EXERCISE DESCRIPTION: Pull every line holding the string "route" from the records below.
========================================
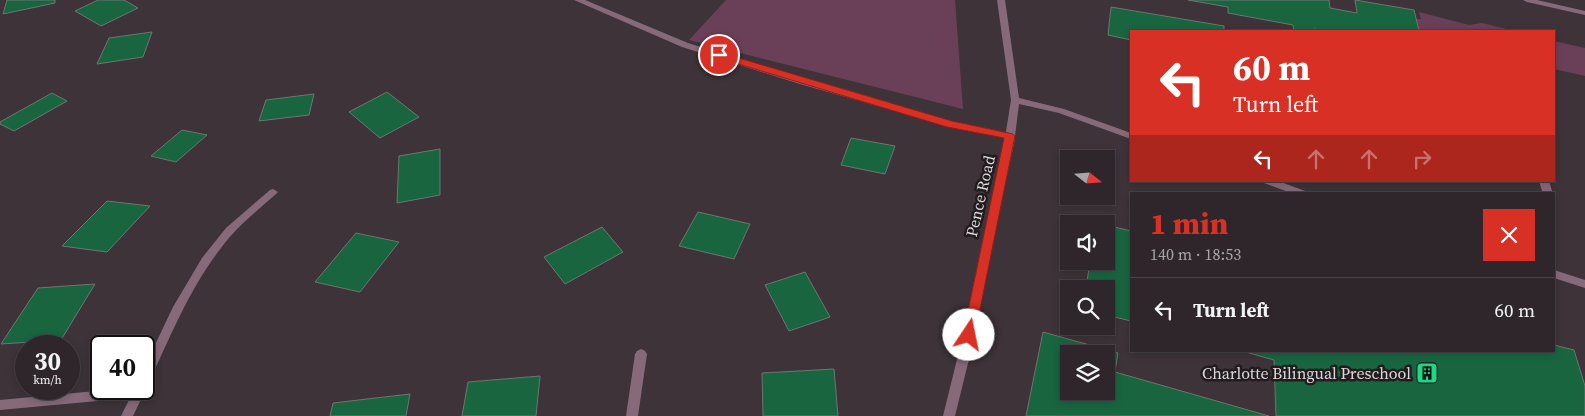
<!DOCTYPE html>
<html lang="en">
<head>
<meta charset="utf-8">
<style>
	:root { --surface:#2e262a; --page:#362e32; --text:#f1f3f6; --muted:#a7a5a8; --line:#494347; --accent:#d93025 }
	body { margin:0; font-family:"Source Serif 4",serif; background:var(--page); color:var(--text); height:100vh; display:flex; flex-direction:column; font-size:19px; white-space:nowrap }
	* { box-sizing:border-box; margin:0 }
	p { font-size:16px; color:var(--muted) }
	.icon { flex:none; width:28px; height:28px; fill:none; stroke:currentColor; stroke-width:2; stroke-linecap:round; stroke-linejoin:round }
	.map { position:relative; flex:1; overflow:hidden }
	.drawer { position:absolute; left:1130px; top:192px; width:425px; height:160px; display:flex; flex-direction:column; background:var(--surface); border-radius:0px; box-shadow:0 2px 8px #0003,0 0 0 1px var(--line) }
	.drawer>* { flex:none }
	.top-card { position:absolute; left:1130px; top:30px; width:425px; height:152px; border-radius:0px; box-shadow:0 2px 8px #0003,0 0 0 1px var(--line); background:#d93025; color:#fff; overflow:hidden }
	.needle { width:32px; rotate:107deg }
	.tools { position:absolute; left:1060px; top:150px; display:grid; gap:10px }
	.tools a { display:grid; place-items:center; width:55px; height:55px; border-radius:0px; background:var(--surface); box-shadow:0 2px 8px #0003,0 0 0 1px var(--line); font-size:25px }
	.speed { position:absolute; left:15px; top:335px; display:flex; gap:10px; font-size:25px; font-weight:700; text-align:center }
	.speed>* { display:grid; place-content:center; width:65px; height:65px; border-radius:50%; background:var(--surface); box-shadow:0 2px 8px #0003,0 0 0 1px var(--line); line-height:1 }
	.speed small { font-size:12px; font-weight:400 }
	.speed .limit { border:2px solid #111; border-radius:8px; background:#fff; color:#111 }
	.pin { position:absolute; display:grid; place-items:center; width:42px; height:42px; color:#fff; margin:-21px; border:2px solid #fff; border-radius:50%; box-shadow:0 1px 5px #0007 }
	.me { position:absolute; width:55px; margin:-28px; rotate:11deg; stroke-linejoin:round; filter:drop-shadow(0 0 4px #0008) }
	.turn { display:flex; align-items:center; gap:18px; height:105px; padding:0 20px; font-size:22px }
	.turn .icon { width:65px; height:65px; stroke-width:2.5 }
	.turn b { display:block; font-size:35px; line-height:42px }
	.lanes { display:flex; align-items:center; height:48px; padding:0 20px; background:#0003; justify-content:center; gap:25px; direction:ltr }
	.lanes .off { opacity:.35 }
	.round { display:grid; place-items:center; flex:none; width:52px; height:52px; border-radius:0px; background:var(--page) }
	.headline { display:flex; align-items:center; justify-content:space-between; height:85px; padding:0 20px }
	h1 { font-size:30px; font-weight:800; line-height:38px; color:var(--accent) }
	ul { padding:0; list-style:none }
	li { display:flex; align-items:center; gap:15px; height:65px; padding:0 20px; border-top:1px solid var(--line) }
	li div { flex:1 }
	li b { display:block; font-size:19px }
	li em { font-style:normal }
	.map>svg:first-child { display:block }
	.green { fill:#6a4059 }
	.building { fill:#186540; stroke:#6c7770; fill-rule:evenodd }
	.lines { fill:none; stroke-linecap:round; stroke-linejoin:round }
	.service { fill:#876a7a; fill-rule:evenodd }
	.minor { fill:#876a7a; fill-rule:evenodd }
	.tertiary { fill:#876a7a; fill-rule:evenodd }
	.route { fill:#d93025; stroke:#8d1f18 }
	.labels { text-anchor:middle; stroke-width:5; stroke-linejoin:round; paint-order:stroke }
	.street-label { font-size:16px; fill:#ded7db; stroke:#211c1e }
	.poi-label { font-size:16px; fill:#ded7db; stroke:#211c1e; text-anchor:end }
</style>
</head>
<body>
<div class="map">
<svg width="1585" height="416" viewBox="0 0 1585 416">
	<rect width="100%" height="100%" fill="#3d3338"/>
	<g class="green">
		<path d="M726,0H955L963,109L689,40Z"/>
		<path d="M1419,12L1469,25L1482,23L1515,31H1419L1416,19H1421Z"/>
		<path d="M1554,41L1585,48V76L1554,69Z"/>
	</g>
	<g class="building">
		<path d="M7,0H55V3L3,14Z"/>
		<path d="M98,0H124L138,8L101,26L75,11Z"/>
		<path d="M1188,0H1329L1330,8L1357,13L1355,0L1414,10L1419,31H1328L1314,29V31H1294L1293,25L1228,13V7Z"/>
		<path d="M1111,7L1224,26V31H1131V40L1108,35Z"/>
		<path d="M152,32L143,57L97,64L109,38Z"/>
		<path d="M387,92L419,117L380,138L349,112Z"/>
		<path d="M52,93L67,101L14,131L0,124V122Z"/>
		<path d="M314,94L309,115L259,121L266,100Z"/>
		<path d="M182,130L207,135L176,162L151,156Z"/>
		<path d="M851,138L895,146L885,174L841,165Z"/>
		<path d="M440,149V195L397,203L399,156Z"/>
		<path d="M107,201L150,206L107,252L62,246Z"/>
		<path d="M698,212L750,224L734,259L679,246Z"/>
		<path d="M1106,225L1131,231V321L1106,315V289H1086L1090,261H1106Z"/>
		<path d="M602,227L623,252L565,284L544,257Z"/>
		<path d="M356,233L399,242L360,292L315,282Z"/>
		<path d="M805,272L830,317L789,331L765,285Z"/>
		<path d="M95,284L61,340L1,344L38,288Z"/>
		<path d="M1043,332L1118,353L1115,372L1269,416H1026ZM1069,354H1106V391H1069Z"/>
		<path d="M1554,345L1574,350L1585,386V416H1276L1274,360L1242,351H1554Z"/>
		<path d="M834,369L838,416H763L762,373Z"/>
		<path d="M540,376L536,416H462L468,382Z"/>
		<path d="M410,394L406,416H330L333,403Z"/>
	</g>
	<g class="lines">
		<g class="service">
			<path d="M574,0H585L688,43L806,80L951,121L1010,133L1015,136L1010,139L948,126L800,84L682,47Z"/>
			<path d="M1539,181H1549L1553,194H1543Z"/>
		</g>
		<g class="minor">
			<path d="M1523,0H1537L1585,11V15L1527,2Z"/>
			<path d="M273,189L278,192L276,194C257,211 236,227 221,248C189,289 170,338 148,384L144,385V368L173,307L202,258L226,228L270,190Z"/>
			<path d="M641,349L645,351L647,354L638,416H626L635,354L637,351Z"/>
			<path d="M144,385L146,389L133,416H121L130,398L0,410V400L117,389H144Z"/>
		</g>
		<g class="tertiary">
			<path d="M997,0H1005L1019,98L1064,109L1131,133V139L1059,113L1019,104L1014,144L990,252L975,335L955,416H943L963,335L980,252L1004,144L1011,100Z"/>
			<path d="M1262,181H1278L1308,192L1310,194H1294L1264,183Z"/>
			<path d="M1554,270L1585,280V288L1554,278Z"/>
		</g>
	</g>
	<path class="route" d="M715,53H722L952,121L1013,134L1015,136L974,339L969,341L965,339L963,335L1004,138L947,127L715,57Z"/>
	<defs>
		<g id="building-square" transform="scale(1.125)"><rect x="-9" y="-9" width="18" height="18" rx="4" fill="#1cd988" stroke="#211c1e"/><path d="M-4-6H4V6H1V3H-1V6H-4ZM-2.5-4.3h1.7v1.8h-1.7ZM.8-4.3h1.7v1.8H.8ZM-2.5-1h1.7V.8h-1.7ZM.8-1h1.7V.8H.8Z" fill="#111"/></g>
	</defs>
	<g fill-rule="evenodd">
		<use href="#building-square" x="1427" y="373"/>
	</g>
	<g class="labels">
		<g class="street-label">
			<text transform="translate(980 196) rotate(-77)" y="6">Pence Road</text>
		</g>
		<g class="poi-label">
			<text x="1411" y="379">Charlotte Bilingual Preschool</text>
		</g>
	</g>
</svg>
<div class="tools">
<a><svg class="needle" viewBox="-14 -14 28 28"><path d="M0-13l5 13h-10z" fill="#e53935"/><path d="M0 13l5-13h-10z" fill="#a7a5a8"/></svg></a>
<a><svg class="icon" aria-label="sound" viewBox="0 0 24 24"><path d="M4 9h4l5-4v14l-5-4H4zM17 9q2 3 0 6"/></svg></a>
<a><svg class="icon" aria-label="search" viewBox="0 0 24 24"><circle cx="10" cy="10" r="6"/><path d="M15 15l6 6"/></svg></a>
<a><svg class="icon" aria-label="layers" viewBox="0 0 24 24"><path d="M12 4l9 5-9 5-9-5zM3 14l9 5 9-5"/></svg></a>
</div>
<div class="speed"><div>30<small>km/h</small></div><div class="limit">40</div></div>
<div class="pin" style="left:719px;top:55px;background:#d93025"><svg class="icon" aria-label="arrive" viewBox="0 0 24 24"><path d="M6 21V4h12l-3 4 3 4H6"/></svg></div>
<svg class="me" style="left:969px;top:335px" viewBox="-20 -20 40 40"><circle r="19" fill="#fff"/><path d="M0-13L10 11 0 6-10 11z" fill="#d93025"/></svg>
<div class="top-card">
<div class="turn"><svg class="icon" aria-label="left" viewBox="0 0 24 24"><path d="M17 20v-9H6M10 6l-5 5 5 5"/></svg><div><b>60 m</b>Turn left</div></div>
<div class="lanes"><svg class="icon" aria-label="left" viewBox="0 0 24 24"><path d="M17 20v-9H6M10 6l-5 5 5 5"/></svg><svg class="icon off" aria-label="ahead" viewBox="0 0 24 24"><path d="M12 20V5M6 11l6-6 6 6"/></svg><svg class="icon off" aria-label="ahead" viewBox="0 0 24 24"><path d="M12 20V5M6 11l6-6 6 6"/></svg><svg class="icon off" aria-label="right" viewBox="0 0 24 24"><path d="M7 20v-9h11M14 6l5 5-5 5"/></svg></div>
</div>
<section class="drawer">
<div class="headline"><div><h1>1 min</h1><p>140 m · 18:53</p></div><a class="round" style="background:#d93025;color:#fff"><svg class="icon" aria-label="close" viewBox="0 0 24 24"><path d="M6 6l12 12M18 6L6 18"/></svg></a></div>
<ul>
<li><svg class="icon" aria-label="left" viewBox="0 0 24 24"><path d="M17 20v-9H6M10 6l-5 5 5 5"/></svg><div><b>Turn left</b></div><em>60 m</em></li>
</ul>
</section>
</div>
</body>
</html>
========================================
EXERCISE RESULT:
	.route { fill:#d93025; stroke:#8d1f18 }
	<path class="route" d="M715,53H722L952,121L1013,134L1015,136L974,339L969,341L965,339L963,335L1004,138L947,127L715,57Z"/>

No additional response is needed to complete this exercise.